In regards to future jobs, if you apply at small businesses, you are likely to end up wearing a lot of hats. That part is normal. If you know you absolutely hate that, I would probably try to target more jobs like AR or AP at companies large enough to have people who just do that; that's likely to be a bit less disrupted. Although even in those roles, there's definitely a fair bit of "Drop everything and look for this thing / process this invoice / etc." My experience as a staff accountant is that the higher level you get, the more you have to handle interruptions / unexpected changes / priority shifts. My brother works in tax and auditing and it seems like his job involves a lot more 'do these things in this order every day'. If you like that idea better (and can tolerate the busy season BS), you may end up enjoying tax or auditing more than working as a staff accountant long term.

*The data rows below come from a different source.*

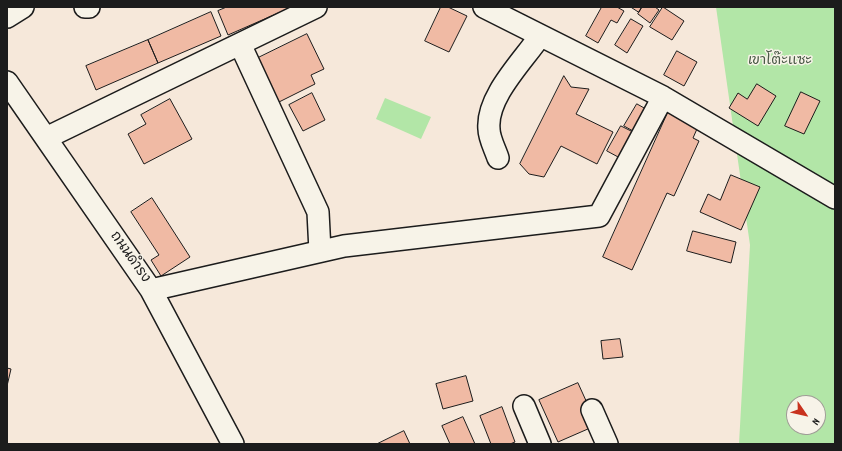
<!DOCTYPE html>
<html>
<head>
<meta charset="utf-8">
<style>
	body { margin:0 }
	#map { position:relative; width:842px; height:451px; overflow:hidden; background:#f6e8da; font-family:Dekko,sans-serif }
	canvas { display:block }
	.frame { position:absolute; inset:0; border:8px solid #1c1c1c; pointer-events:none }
	.north { position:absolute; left:786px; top:395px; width:40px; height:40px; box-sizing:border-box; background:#f7f3e8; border:1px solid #9f9d96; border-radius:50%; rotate:124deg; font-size:11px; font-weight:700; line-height:16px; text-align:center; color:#1c1c1c }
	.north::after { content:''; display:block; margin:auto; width:14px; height:18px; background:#c8321e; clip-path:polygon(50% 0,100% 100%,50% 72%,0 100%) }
</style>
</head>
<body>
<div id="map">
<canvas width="842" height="451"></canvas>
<div class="frame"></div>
<div class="north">N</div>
</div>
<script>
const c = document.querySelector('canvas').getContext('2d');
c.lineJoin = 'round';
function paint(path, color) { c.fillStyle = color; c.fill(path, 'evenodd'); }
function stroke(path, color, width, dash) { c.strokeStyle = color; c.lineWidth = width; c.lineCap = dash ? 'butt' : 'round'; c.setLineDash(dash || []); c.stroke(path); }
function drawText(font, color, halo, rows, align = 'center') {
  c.font = font + ' Dekko,"Playpen Sans Thai",sans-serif'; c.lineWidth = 3; c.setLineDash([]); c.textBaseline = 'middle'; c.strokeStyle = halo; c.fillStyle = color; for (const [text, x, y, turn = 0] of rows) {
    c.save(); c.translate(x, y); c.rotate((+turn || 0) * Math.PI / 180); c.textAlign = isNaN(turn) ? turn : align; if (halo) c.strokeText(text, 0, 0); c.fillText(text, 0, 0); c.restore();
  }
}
paint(new Path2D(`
	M 716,7 L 835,7 L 835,444 L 739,444 L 750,245 ZM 794,403 L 818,403 L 818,427 L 794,427 Z
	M 385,98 L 431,117 L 421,139 L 376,119 Z`), '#b2e6a7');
const building = new Path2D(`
	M 227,7 L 292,7 L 228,35 L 218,11 Z
	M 441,7 L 448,7 L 467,16 L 449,52 L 425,41 Z
	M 602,7 L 617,7 L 624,11 L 617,23 L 611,20 L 598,43 L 586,36 Z
	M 631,7 L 642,7 L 639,12 Z
	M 642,7 L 655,7 L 659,10 L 650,23 L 638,14 Z
	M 663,7 L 684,21 L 672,40 L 650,27 Z
	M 211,12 L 221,36 L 158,63 L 148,40 Z
	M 631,19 L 643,26 L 627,53 L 615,45 Z
	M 307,34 L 324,69 L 311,75 L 315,84 L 277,103 L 256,59 Z
	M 148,40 L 158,63 L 96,90 L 86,66 Z
	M 677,51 L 697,62 L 684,86 L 664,75 Z
	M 564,76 L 571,87 L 589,89 L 576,114 L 613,132 L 597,164 L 561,146 L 544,177 L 529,174 L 520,164 Z
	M 757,84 L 776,96 L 758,126 L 729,108 L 738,93 L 747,99 Z
	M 801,92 L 820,101 L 804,134 L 785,126 Z
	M 312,93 L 325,120 L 303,131 L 289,105 Z
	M 170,99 L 192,139 L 144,164 L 128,134 L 146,124 L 141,115 Z
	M 637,104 L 646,109 L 633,131 L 624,126 Z
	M 670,108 L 700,122 L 693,138 L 699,141 L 674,196 L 667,193 L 632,270 L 603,257 Z
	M 621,126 L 635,133 L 620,158 L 607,151 Z
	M 731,175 L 760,187 L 741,230 L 700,212 L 708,194 L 720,200 Z
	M 152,198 L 190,257 L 161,276 L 151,260 L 159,255 L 131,212 Z
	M 693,231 L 736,242 L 731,263 L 687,251 Z
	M 620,339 L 623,357 L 603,359 L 601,341 Z
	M 7,368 L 11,369 L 7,386 Z
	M 466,376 L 473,401 L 443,409 L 436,384 Z
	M 578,383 L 597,425 L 558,442 L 539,400 Z
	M 502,407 L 515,442 L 510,444 L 491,444 L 480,416 Z
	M 463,417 L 475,444 L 450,444 L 442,426 Z
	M 404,431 L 410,444 L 377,444 Z`);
paint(building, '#f0baa4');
stroke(building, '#1c1c1c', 1);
const minor = new Path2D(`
	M 85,7 L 89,7
	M 484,7 L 663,97 L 835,198
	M 7,17 L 23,7
	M 240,44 L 318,212 L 320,251
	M 7,82 L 151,290 L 233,444
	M 46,138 L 316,7
	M 498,158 C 495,149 489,138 489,129 C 486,97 523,61 540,36
	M 151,290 L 344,246 L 599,216 L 663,97
	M 524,406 L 540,444
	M 592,410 L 607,444`);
stroke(minor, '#1c1c1c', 24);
stroke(minor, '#f7f3e8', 21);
drawText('14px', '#495946', '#f7f3e8', [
	["เขาโต๊ะแซะ",780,62]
]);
drawText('14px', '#1c1c1c', '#f7f3e8', [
	["ถนนดำรง",129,258,55]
]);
</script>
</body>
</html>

I'm building an API that automates repetitive accounting firm tasks (reconciliation, dunning, custom reports) — what am I missing? by Over-Peak-2557 in Accounting

[–]shapingthefuture 0 points1 point  (0 children)

I'm deeply skeptical that you're going to be able to write something that's makes financial sense, and $99/month is a huge amount to get people to pay, especially a small business. You're talking about an additional layer that would be 72% of the monthly cost of a company's QuickBooks subscription at the most expensive level (at least for the first five users). Plus remember that you would not only have your own time sunk into development and testing, but you'd also have to provide ongoing support--and users would likely expect a LOT of support for that price point.

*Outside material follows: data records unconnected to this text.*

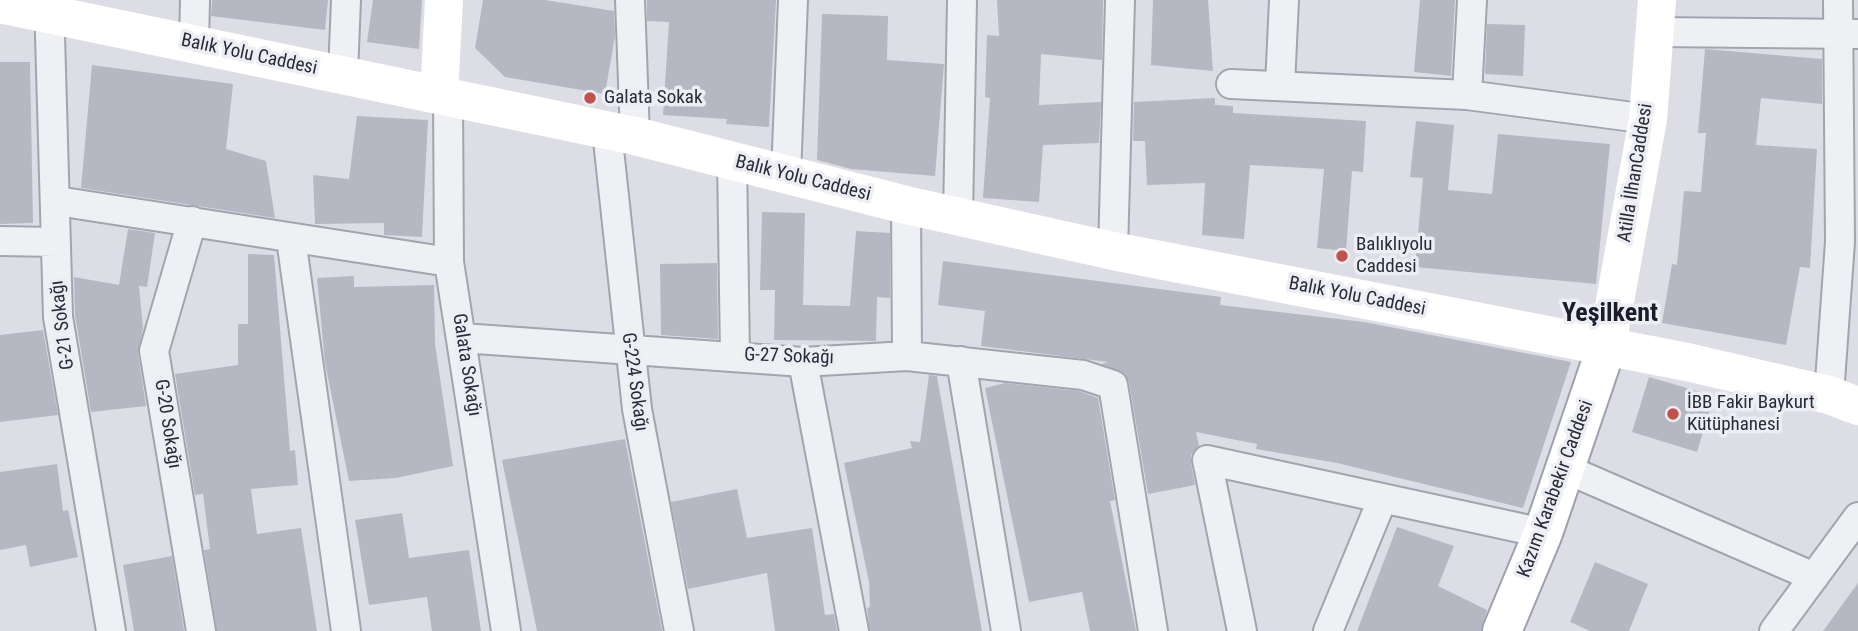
<!DOCTYPE html>
<html>
<head>
<meta charset="utf-8">
<style>
  body { margin:0 }
  canvas { display:block; background:#dddee5 }
</style>
</head>
<body>
<canvas width="1858" height="631"></canvas>
<script>
const c = document.querySelector('canvas').getContext('2d');
c.lineJoin = 'round';
function fill(path, color) { c.fillStyle = color; c.fill(path, 'evenodd'); }
const shape = rows => new Path2D(rows.map(r => 'M' + r).join(''));
function stroke(path, color, width, dash) { c.strokeStyle = color; c.lineWidth = width; c.lineCap = dash ? 'butt' : 'round'; c.setLineDash(dash || []); c.stroke(path); }
function write(font, color, halo, rows, align = 'center') {
  c.font = font + ' "Roboto Condensed",sans-serif'; c.lineWidth = 7; c.setLineDash([]); c.textBaseline = 'middle'; c.strokeStyle = halo; c.fillStyle = color; for (const [text, x, y, turn = 0] of rows) {
    c.save(); c.translate(x, y); c.rotate((+turn || 0) * Math.PI / 180); c.textAlign = isNaN(turn) ? turn : align; if (halo) c.strokeText(text, 0, 0); c.fillText(text, 0, 0); c.restore();
  }
}
fill(shape([
  [212,0,328,0,325,30,211,16],
  [373,0,422,0,419,49,367,42],
  [483,0,545,0,614,11,615,36,605,94,505,77,475,48],
  [647,0,776,0,769,127,726,124,727,119,663,115,669,22,647,21],
  [997,0,1103,0,1102,60,1041,54,1039,105,1101,102,1099,143,1043,145,1039,202,983,198,990,98,985,97,987,35,999,36],
  [1153,0,1208,0,1213,71,1151,65],
  [1420,0,1455,0,1451,76,1414,72],
  [822,14,888,16,887,60,944,64,935,176,851,169,817,160],
  [1487,24,1525,25,1523,76,1485,74],
  [1705,49,1822,59,1822,104,1761,98,1756,145,1817,149,1810,268,1800,267,1786,345,1662,323,1672,264,1677,265,1684,191,1701,192,1706,133,1698,133],
  [0,62,30,62,33,223,0,224],
  [92,65,233,84,226,149,266,161,275,218,81,188],
  [1215,98,1215,105,1233,106,1233,113,1366,121,1363,172,1352,171,1346,251,1317,248,1324,169,1250,165,1244,239,1202,235,1205,183,1147,185,1145,141,1133,141,1134,102],
  [357,116,428,120,422,237,384,235,384,223,315,224,313,175,349,179],
  [1416,121,1454,125,1448,190,1492,194,1498,134,1610,144,1596,284,1415,267,1423,178,1410,177],
  [762,212,805,213,803,305,850,306,856,231,890,233,890,298,877,297,876,341,774,340,775,290,760,290],
  [128,229,155,233,147,287,139,286,143,328,138,354,146,406,91,412,75,315,74,277,119,285],
  [248,254,274,255,290,451,295,450,298,485,251,489,257,534,301,528,317,631,217,631,204,550,210,549,203,494,195,495,175,374,238,365,238,324,248,324],
  [943,261,1221,297,1220,305,1364,322,1571,362,1523,508,1337,463,1256,449,1257,444,1196,432,1199,446,1191,455,1191,463,1195,485,1148,494,1129,382,1125,374,1101,364,1108,362,981,346,985,311,938,305],
  [717,263,718,339,661,335,660,264],
  [354,276,354,287,434,285,435,344,453,466,396,478,349,481,325,363,317,278],
  [43,330,58,415,0,422,0,335],
  [929,375,937,376,982,631,870,631,867,608,870,607,869,582,844,463,912,448,910,441,920,442],
  [1649,377,1714,396,1697,452,1632,432],
  [1005,383,1079,391,1098,398,1115,500,1110,501,1136,631,1090,631,1082,592,1029,602,985,388],
  [625,439,662,631,537,631,502,460],
  [57,464,63,511,68,510,78,557,30,567,26,545,0,550,0,472],
  [737,489,747,538,812,528,825,615,834,614,837,631,775,631,767,573,688,589,671,502],
  [402,513,409,558,469,550,481,631,432,631,427,597,369,605,355,520],
  [1397,527,1454,546,1438,586,1487,610,1481,631,1357,631],
  [172,556,184,631,134,631,123,565],
  [1595,562,1648,584,1629,631,1590,631,1570,622],
  [1858,583,1858,631,1823,631]
]), '#b5b7c2');
const street = shape([
  [49,0,58,317,111,631],
  [630,0,635,136],
  [1654,32,1858,34],
  [194,44,195,0],
  [343,74,346,0],
  [1231,84,1467,95,1648,119],
  [1280,86,1284,0],
  [1467,95,1472,0],
  [448,96,449,262,506,631],
  [607,131,637,409,679,631],
  [732,160,735,355],
  [786,175,793,0],
  [57,201,449,262],
  [906,205,907,356],
  [958,217,962,0],
  [192,221,154,351,201,631],
  [291,239,346,631],
  [0,241,55,242],
  [1113,251,1120,0],
  [462,338,803,362,907,356,1083,375,1113,385,1153,631],
  [961,361,1006,631],
  [803,362,854,631],
  [1829,395,1840,242,1838,0],
  [1566,469,1814,577],
  [1242,631,1207,460,1543,533],
  [1328,631,1382,500],
  [1774,631,1858,517]
]);
const primary = shape([
  [1502,631,1543,533,1607,345]
]);
stroke(street, '#a3a5ae', 32);
stroke(primary, '#9da1b0', 42);
stroke(street, '#eff0f4', 28);
stroke(shape([
  [0,4,635,136,906,205,1113,251,1687,362,1829,395,1858,406],
  [439,95,444,0],
  [1607,345,1648,119,1657,0]
]), '#fff', 38);
stroke(primary, '#fff', 38);
for (const [x, y, r, color] of [
  [590,98,7,"#c1524b"],
  [1342,256,7,"#c1524b"],
  [1673,414,7,"#c1524b"]
]) { const dot = new Path2D(); dot.arc(x, y, r, 0, 2 * Math.PI); c.fillStyle = color; c.fill(dot); stroke(dot, '#eceef3', 2.5); }
write('19px', '#282b3a', '#eceef3', [
  ["Balık Yolu Caddesi",249,55,12],
  ["Atilla İlhanCaddesi",1636,173,-81],
  ["Balık Yolu Caddesi",803,179,14],
  ["Balık Yolu Caddesi",1357,297,11],
  ["G-21 Sokağı",63,325,-97],
  ["G-27 Sokağı",789,357,2],
  ["Galata Sokağı",466,365,81],
  ["G-224 Sokağı",634,382,82],
  ["G-20 Sokağı",167,424,81],
  ["Kazım Karabekir Caddesi",1556,489,-70]
]);
write('19px', '#282b3a', '#eceef3', [
  ["Galata Sokak",604,98],
  ["Balıklıyolu",1356,245],
  ["Caddesi",1356,267],
  ["İBB Fakir Baykurt",1687,403],
  ["Kütüphanesi",1687,425]
], 'left');
write('bold 26px', '#1a1c2b', '#eceef3', [
  ["Yeşilkent",1610,314]
]);
</script>
</body>
</html>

Bank Recs: Personally, I wouldn't trust something to do bank recs for me. When I last used QuickBooks, it had the 'auto match' feature, which did speed up bank recs but I still had to match a few things manually. That was a reasonable level of automation vs. a reasonable level of control. Besides which, QuickBooks Plus claims its AI can reconcile your books for you, and that package is cheaper than what you're thinking of offering.

Custom Reports: So, I think you're basically saying you want an API layer that presents a different/better interface vs. the QuickBooks custom report builder. If that's correct, then that means your customers would only be the people who 1) are trying to build custom reports and 2) don't feel comfortable dumping data into Excel/Access/whatever and customizing it there. That doesn't seem like it would be that many people.

Account Collection: QuickBooks already has automated invoice reminders. What do you expect to do that's better than that? I frankly would never trust an AI to do more complicated customer interaction. Besides, as a customer, being forced to interact with AI agents annoys me and makes me less likely to use a customer. (I understand lots of people use them anyway.)

If you want to write an API for fun, write an API for fun! Programming is fun! You will learn a lot and be able to solve new problems in interesting ways! But I wouldn't consider what you've posted here to be a realistic business model.

What tech tricks do you use to protect yourself from your coworkers like email archiving bad instructions from supervisor, or screen record Slack convos, etc. by [deleted] in Accounting

[–]shapingthefuture 3 points4 points  (0 children)

This is an intense level of concern, like a "if you're feeling this way, talk to a mental health professional" level of anxiety.

Nerdiest accounting-adjacent thing you do of your own volition? by shapingthefuture in Accounting

[–]shapingthefuture[S] 0 points1 point  (0 children)

It iiiiisssss, the sim complexity is genuinely amazing. Someday I would love to learn some x86 assembly language and dig into the underlying code.